O Cântico dos Cânticos, por exemplo, é um poema de amor que celebra as alegrias e prazeres do amor romântico. É único na Bíblia por suas descrições francas e sensuais de amor e desejo físico, e por retratar uma amante que ativamente busca sua contraparte masculina. O poema desafia os papéis subordinacionistas de gênero e celebra a agência e o desejo das mulheres. Na história da recepção, seu sentido sexual foi diminuído e passou-se a ser lido como uma alegoria das bodas com Israel ou com a Igreja.

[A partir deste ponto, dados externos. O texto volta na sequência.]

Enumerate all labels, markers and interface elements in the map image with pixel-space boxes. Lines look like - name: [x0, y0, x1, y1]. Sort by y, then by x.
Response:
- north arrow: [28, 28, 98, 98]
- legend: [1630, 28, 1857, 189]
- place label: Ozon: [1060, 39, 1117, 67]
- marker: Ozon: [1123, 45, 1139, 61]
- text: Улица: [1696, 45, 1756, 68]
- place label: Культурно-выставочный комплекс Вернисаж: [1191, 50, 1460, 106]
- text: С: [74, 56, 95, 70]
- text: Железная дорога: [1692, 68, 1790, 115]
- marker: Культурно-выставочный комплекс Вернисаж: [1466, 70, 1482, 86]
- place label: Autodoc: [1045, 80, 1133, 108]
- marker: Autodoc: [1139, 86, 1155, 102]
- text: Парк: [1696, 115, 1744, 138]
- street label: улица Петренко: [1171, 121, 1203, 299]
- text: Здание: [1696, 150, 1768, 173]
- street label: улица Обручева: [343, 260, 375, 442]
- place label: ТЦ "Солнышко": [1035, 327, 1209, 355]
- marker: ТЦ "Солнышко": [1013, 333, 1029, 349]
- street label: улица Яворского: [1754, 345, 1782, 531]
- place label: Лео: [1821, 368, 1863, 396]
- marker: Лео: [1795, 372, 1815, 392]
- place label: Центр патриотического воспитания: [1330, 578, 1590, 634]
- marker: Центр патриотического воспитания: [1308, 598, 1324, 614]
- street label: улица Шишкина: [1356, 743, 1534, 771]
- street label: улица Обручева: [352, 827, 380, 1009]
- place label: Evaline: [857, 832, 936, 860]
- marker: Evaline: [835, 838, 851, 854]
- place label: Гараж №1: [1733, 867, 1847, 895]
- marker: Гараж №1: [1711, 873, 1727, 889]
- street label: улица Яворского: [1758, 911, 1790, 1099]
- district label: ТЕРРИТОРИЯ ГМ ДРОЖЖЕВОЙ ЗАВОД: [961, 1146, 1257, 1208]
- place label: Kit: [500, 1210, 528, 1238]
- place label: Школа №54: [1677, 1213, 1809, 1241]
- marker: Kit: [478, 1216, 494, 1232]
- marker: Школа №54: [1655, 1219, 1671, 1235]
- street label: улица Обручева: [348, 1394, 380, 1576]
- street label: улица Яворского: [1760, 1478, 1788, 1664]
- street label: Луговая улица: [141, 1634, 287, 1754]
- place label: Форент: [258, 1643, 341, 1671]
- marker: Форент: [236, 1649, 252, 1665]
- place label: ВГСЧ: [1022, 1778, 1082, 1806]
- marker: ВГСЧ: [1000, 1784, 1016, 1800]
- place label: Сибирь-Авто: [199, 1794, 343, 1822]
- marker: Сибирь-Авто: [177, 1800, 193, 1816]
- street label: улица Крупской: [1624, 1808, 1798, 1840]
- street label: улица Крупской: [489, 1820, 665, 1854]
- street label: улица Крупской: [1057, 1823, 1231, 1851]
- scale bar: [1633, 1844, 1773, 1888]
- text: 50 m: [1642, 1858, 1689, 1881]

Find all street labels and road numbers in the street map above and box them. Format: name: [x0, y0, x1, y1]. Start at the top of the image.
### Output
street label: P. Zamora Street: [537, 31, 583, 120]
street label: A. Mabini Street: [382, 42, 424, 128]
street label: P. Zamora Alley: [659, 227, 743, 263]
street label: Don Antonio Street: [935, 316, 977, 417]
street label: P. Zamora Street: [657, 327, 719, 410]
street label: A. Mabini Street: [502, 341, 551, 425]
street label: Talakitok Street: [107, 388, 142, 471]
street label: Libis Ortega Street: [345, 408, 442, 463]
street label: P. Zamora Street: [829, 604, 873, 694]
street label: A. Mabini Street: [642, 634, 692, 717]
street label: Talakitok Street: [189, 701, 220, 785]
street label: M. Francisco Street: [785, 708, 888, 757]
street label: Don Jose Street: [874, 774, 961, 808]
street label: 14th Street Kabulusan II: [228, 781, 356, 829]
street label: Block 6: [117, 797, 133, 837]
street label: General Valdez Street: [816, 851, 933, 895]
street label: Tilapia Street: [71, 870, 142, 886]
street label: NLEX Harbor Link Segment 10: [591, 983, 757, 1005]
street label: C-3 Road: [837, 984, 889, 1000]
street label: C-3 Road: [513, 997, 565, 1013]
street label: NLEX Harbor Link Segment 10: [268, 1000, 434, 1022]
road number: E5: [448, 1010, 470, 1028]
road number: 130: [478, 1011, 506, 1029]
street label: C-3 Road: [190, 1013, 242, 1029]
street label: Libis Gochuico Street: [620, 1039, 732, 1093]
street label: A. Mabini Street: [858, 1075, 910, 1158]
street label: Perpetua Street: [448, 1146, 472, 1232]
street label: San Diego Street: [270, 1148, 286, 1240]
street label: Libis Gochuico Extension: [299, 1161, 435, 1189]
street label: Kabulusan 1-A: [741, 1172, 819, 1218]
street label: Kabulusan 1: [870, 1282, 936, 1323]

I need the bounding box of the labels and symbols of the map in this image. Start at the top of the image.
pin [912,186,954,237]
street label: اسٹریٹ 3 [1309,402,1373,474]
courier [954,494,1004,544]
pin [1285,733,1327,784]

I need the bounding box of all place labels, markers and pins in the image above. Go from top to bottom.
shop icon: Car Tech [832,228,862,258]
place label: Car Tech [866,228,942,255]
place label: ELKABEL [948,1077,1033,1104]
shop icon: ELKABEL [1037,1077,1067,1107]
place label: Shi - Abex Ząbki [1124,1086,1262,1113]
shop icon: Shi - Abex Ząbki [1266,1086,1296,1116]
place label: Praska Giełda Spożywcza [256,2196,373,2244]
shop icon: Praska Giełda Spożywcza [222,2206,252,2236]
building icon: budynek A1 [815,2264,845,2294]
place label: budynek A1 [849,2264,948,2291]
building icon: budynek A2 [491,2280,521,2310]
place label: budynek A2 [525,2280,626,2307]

O livro de Rute conta a história de uma mulher moabita que migra para Judá e se torna ancestral do rei Davi. A narrativa celebra a lealdade, coragem e desenvoltura das mulheres. Opõe-se a um exclusivismo de etnia e nacionalidade. A fidelidade de Rute para com sua sogra, Noemi, e sua determinação de prover o sustento de ambos por meio de trabalho árduo e perseverança são exemplos de força e resiliência femininas.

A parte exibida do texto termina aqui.